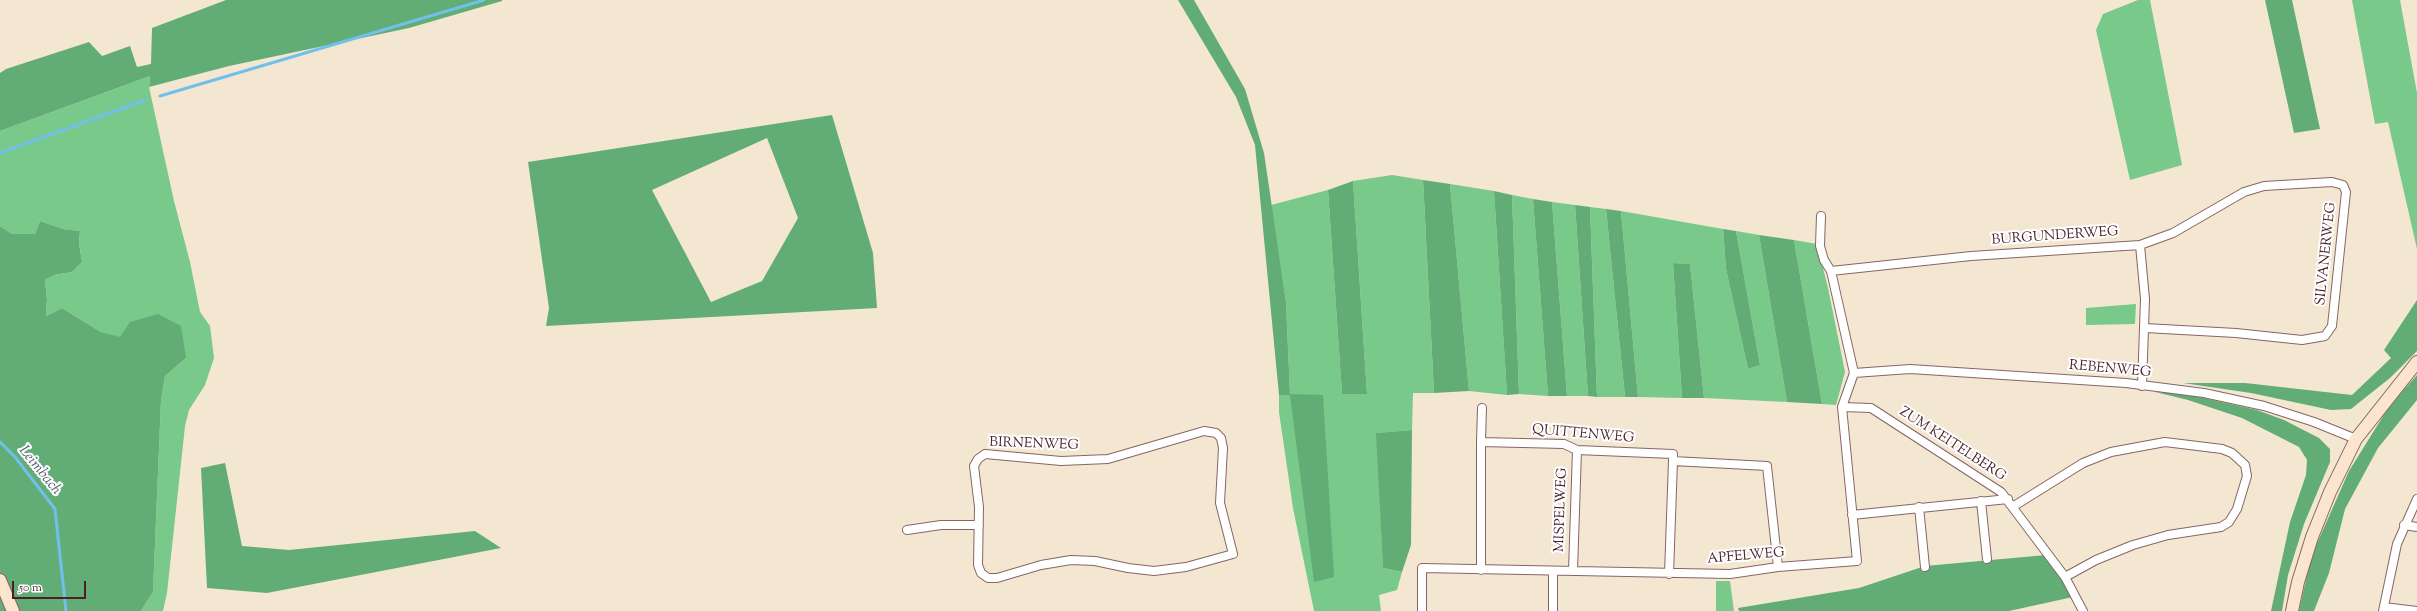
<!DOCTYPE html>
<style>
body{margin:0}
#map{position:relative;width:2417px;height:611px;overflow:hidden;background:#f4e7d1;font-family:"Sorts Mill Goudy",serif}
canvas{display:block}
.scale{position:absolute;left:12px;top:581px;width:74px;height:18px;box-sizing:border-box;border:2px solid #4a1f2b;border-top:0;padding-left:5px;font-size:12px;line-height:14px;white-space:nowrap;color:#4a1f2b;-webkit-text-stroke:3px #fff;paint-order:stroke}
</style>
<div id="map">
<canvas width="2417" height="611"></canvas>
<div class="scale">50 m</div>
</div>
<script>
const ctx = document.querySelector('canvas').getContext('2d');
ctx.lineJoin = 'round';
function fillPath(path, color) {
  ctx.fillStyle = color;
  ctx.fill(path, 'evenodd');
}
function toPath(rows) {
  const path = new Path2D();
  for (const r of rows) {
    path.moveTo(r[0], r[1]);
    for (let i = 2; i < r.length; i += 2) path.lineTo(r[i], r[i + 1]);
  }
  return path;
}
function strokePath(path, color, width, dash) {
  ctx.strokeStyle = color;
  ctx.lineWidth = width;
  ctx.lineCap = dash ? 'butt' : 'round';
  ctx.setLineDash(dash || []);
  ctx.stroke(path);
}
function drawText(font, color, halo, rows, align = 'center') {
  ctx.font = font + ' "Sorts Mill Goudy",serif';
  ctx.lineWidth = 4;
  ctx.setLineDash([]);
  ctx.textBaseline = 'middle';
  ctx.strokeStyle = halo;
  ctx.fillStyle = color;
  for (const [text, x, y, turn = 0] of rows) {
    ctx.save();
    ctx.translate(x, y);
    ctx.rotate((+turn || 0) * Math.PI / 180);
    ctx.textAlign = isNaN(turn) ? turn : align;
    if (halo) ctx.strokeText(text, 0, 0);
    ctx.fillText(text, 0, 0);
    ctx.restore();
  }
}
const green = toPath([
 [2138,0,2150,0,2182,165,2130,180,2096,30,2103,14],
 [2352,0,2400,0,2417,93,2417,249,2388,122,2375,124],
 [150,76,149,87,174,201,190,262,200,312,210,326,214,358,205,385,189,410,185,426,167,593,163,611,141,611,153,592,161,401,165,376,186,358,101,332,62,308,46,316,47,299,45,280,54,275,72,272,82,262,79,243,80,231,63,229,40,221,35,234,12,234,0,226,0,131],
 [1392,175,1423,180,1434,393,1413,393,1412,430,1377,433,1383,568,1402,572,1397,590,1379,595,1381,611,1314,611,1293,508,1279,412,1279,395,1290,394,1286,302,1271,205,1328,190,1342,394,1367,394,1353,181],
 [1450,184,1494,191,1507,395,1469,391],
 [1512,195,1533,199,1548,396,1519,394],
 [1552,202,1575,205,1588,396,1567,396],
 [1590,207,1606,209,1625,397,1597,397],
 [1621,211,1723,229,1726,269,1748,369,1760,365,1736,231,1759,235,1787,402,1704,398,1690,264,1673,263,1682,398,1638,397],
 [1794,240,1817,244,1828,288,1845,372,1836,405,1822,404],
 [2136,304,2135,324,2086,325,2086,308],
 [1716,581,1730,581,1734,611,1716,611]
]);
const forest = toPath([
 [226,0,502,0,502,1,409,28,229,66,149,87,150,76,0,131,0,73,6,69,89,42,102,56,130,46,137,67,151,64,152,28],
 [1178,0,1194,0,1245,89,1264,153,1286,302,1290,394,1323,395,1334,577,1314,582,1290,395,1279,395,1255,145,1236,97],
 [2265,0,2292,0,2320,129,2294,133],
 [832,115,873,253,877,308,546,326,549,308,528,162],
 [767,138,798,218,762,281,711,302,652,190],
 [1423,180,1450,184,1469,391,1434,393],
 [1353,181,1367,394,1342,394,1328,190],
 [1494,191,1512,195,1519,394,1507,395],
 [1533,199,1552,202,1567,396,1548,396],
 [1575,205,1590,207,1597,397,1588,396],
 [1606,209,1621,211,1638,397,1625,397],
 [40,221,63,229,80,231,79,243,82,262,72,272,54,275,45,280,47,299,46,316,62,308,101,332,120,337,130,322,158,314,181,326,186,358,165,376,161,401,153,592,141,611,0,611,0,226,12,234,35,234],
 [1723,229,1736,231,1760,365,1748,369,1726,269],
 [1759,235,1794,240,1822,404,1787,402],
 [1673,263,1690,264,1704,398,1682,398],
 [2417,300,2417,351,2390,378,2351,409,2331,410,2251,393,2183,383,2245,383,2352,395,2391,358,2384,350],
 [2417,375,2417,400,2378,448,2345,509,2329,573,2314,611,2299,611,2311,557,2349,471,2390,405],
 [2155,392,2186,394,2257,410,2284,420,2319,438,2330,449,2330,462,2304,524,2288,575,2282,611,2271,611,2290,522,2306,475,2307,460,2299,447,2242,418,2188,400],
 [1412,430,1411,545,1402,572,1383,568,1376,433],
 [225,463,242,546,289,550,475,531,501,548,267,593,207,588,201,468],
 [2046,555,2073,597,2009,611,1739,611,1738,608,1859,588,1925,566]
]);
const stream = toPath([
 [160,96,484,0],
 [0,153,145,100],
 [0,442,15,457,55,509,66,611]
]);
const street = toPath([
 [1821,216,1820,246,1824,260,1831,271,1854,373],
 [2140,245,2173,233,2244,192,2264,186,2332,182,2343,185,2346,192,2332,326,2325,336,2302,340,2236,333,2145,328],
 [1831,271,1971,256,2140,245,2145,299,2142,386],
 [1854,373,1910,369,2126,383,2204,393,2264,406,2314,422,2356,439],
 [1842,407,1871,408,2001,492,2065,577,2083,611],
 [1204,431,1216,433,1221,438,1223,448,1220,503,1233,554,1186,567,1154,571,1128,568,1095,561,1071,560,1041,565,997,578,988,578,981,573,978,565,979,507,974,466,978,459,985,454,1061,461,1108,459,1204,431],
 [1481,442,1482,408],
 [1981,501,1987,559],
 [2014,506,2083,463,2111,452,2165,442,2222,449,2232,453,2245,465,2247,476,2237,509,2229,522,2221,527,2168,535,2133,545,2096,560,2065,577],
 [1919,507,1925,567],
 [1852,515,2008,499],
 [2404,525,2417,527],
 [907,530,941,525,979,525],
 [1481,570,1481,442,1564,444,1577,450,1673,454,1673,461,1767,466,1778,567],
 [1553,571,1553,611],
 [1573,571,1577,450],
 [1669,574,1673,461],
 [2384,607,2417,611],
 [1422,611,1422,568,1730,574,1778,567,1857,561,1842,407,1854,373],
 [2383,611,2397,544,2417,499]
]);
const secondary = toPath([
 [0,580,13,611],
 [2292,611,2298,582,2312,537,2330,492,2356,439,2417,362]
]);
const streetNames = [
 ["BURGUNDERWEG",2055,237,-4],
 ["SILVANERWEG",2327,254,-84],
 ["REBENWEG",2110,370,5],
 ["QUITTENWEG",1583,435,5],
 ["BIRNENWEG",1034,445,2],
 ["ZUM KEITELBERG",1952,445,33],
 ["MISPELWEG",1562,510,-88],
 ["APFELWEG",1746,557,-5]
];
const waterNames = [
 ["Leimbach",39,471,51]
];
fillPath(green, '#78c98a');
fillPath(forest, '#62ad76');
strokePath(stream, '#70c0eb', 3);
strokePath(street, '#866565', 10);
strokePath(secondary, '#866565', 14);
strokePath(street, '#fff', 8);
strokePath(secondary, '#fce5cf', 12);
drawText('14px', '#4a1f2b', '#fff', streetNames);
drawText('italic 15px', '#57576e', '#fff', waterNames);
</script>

--

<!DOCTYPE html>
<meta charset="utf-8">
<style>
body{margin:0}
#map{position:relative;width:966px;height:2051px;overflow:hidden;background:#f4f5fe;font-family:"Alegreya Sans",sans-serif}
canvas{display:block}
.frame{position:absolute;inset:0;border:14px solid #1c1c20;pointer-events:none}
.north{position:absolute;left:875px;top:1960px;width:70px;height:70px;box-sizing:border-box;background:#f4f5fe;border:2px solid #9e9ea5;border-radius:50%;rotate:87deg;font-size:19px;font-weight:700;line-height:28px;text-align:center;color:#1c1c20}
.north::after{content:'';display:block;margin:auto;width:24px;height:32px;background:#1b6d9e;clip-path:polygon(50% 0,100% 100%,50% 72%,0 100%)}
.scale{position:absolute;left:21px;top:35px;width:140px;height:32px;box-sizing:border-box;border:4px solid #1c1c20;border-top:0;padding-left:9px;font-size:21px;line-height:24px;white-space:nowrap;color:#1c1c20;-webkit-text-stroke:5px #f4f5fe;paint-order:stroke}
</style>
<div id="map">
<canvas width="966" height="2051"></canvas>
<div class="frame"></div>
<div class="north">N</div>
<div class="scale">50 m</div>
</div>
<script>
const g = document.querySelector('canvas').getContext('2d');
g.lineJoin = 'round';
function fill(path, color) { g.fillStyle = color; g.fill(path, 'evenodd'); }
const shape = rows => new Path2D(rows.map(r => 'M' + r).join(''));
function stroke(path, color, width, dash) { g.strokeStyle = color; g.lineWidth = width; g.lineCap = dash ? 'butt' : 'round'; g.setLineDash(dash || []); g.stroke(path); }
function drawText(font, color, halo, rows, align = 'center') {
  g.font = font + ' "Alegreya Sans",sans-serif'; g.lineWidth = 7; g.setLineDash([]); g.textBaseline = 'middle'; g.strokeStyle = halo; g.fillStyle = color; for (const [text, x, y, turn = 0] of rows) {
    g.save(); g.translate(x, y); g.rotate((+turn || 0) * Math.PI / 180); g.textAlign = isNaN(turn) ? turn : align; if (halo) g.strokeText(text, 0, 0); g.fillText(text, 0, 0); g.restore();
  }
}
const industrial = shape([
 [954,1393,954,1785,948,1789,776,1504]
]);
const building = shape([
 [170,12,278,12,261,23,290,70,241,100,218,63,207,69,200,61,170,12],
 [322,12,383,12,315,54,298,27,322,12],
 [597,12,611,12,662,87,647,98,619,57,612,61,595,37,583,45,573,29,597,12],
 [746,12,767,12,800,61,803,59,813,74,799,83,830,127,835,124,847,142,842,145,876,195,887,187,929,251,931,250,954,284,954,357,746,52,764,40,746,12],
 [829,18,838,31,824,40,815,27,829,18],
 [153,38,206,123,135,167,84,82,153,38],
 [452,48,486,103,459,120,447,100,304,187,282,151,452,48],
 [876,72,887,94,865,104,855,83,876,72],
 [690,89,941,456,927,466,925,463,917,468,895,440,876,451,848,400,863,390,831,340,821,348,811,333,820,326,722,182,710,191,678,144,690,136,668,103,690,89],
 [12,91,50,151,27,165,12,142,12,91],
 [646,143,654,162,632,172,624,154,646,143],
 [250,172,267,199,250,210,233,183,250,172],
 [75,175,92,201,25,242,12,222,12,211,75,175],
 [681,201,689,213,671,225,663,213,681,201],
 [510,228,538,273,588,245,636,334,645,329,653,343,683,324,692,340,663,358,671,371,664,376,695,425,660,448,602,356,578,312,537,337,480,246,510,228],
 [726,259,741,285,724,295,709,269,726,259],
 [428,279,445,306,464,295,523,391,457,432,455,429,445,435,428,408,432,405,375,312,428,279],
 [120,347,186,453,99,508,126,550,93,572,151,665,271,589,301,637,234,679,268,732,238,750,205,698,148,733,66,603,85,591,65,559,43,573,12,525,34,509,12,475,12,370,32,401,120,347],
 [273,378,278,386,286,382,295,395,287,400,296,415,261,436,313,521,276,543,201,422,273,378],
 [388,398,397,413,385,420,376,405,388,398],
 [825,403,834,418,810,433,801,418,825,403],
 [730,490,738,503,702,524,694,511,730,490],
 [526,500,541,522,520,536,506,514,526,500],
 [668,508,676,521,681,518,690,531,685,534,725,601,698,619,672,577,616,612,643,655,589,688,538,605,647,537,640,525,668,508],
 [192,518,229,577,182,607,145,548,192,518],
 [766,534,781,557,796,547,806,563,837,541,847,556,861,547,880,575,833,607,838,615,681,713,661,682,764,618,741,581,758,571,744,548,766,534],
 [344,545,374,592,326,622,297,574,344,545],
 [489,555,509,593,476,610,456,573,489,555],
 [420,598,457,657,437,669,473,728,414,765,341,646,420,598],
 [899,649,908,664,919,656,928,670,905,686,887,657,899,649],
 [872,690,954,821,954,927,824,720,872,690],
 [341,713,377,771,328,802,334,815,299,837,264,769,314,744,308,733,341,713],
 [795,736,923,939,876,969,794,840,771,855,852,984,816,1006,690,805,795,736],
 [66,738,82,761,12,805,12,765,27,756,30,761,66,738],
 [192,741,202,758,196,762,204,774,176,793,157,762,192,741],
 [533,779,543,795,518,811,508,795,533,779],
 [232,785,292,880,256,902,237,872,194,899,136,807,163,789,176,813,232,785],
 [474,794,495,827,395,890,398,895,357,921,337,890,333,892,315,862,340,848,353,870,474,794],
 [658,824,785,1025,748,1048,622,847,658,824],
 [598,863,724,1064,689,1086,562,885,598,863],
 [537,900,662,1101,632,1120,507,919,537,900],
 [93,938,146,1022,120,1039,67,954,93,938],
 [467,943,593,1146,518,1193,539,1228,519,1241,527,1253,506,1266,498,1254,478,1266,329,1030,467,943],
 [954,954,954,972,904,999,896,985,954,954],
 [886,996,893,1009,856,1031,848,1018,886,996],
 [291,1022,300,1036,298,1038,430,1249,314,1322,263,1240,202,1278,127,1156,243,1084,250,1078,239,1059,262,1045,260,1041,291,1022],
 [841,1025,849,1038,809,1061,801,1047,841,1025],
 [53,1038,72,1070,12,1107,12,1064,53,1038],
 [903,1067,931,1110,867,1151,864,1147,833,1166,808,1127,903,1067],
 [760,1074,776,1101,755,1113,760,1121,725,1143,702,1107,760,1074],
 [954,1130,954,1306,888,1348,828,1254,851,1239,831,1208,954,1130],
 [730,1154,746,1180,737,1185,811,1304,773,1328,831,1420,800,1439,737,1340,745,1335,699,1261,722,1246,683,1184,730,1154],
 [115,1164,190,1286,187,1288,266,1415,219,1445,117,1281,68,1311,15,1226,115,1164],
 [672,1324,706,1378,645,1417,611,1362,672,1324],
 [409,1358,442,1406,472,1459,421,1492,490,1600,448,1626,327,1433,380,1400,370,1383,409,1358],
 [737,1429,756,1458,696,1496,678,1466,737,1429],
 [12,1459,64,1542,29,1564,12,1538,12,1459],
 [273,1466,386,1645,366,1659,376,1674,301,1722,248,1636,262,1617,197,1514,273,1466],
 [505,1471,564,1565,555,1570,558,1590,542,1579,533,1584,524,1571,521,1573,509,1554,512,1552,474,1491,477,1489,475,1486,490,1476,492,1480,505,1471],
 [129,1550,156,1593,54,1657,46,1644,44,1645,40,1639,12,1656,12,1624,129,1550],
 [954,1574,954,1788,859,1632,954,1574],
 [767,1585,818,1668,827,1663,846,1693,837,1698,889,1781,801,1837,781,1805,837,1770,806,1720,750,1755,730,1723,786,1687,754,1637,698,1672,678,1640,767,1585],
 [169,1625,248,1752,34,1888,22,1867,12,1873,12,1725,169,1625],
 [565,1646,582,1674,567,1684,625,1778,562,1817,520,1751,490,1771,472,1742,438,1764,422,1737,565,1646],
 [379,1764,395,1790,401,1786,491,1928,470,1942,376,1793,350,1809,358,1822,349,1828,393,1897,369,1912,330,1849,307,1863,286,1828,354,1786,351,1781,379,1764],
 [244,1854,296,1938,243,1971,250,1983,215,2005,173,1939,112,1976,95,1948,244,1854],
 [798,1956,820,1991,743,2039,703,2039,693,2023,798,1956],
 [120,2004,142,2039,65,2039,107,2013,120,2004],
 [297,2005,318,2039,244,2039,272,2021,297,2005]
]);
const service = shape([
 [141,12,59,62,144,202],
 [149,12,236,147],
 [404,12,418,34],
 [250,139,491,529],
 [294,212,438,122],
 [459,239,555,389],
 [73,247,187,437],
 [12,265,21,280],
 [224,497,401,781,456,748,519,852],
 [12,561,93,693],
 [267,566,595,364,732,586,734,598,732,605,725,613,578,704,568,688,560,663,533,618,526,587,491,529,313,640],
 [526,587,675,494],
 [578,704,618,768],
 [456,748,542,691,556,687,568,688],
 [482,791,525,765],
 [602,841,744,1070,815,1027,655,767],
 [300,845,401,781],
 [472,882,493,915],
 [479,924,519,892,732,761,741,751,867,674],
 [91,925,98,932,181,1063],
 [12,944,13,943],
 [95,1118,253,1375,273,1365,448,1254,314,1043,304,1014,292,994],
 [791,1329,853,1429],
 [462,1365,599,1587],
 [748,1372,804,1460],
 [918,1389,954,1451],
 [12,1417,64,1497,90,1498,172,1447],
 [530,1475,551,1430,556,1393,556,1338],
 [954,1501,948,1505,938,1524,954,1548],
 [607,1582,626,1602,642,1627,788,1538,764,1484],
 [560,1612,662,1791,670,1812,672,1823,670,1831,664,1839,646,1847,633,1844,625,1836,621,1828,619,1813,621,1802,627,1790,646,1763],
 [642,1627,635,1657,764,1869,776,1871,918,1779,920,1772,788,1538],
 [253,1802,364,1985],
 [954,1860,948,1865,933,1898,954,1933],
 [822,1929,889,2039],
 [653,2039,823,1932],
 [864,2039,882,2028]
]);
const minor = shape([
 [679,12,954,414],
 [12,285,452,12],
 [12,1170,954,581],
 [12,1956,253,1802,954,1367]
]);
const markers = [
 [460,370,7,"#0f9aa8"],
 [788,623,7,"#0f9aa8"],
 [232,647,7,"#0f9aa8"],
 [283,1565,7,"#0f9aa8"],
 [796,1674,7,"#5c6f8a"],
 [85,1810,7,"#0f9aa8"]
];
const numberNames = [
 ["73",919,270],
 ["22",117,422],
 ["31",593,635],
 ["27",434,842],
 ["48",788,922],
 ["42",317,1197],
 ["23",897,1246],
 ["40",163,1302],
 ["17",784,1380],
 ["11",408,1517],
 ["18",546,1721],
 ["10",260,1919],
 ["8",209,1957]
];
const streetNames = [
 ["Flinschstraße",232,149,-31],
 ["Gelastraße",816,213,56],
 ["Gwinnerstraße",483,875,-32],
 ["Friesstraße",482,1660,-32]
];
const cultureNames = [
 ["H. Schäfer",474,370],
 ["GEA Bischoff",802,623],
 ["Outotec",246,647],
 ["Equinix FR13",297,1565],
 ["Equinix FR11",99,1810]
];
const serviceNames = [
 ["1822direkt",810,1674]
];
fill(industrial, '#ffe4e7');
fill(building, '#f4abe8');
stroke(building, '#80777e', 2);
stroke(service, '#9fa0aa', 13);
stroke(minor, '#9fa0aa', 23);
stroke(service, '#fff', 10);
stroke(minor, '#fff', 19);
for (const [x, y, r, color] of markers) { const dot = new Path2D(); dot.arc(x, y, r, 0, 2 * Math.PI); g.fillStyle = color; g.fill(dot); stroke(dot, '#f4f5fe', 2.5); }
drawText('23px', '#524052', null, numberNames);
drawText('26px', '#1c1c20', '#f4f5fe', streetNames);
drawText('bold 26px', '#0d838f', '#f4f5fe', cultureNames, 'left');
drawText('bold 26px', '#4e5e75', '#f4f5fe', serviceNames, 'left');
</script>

◆ EXERCISE INSTRUCTIONS: Print exactly the lines above from the one with "function fillPath(path, color)" to the one with "ctx.strokeStyle = halo;", including both.

◆ ANSWER SECTION:
function fillPath(path, color) {
  ctx.fillStyle = color;
  ctx.fill(path, 'evenodd');
}
function toPath(rows) {
  const path = new Path2D();
  for (const r of rows) {
    path.moveTo(r[0], r[1]);
    for (let i = 2; i < r.length; i += 2) path.lineTo(r[i], r[i + 1]);
  }
  return path;
}
function strokePath(path, color, width, dash) {
  ctx.strokeStyle = color;
  ctx.lineWidth = width;
  ctx.lineCap = dash ? 'butt' : 'round';
  ctx.setLineDash(dash || []);
  ctx.stroke(path);
}
function drawText(font, color, halo, rows, align = 'center') {
  ctx.font = font + ' "Sorts Mill Goudy",serif';
  ctx.lineWidth = 4;
  ctx.setLineDash([]);
  ctx.textBaseline = 'middle';
  ctx.strokeStyle = halo;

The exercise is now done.